- _Your instructions_: Leave out every picture, then transcribe the rest of the listing exactly.

- _Dataset records_:
- - -

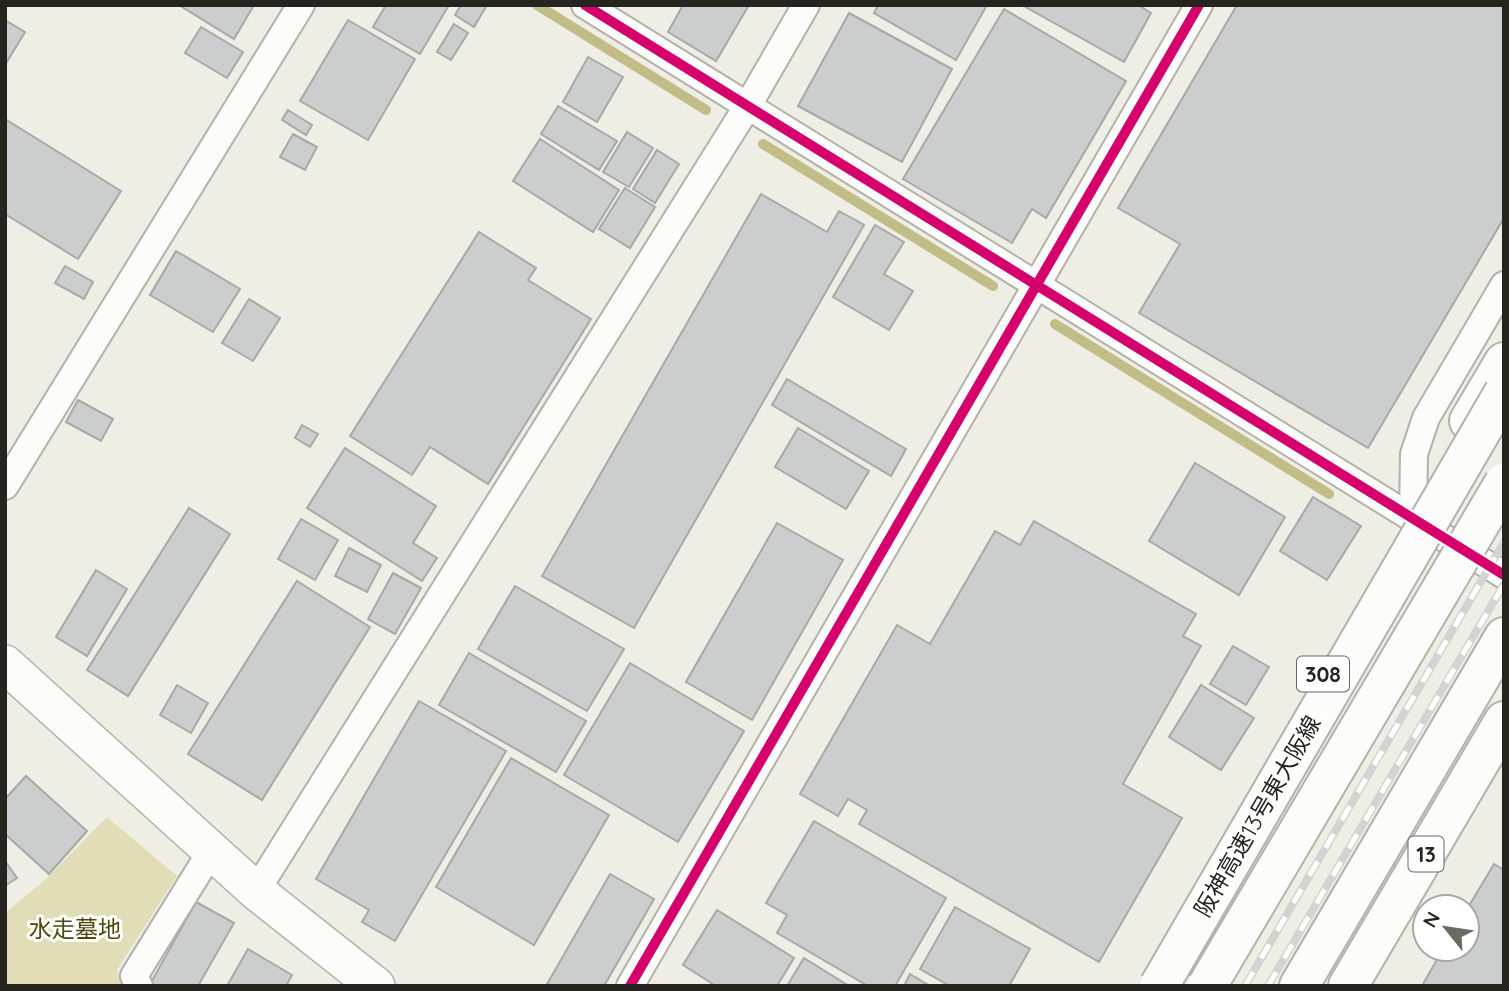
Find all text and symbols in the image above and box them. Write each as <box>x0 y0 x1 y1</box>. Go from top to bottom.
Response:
road number: 308 <box>1297 656 1349 692</box>
street label: 阪神高速13号東大阪線 <box>1188 710 1326 922</box>
road number: 13 <box>1408 836 1444 872</box>
north arrow <box>1411 893 1481 963</box>
text: N <box>1417 907 1445 932</box>
park label: 水走墓地 <box>29 914 121 943</box>

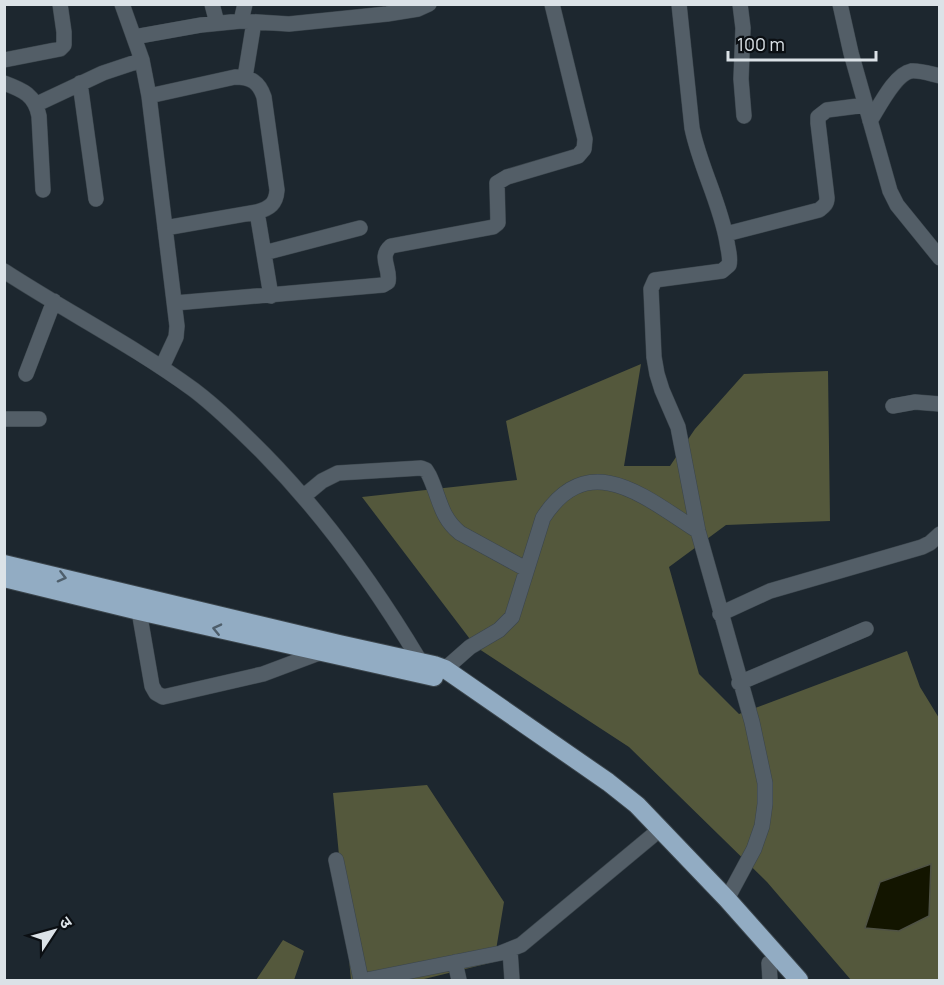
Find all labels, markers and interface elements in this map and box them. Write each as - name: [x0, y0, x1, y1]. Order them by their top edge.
- scale bar: [728, 24, 876, 62]
- text: 100 m: [737, 32, 785, 56]
- one-way arrow: [56, 570, 66, 583]
- one-way arrow: [212, 624, 222, 637]
- north arrow: [24, 901, 84, 961]
- text: उ: [54, 912, 78, 933]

- - -

- _Solution_:
Find all text and symbols in the image above and box them. Write each as <box>x0 y0 x1 y1</box>. Go from top to bottom.
Response:
road number: 308 <box>1297 656 1349 692</box>
street label: 阪神高速13号東大阪線 <box>1188 710 1326 922</box>
road number: 13 <box>1408 836 1444 872</box>
north arrow <box>1411 893 1481 963</box>
text: N <box>1417 907 1445 932</box>
park label: 水走墓地 <box>29 914 121 943</box>

Find all labels, markers and interface elements in this map and box them. Write each as - name: [x0, y0, x1, y1]. Order them by their top edge.
- scale bar: [728, 24, 876, 62]
- text: 100 m: [737, 32, 785, 56]
- one-way arrow: [56, 570, 66, 583]
- one-way arrow: [212, 624, 222, 637]
- north arrow: [24, 901, 84, 961]
- text: उ: [54, 912, 78, 933]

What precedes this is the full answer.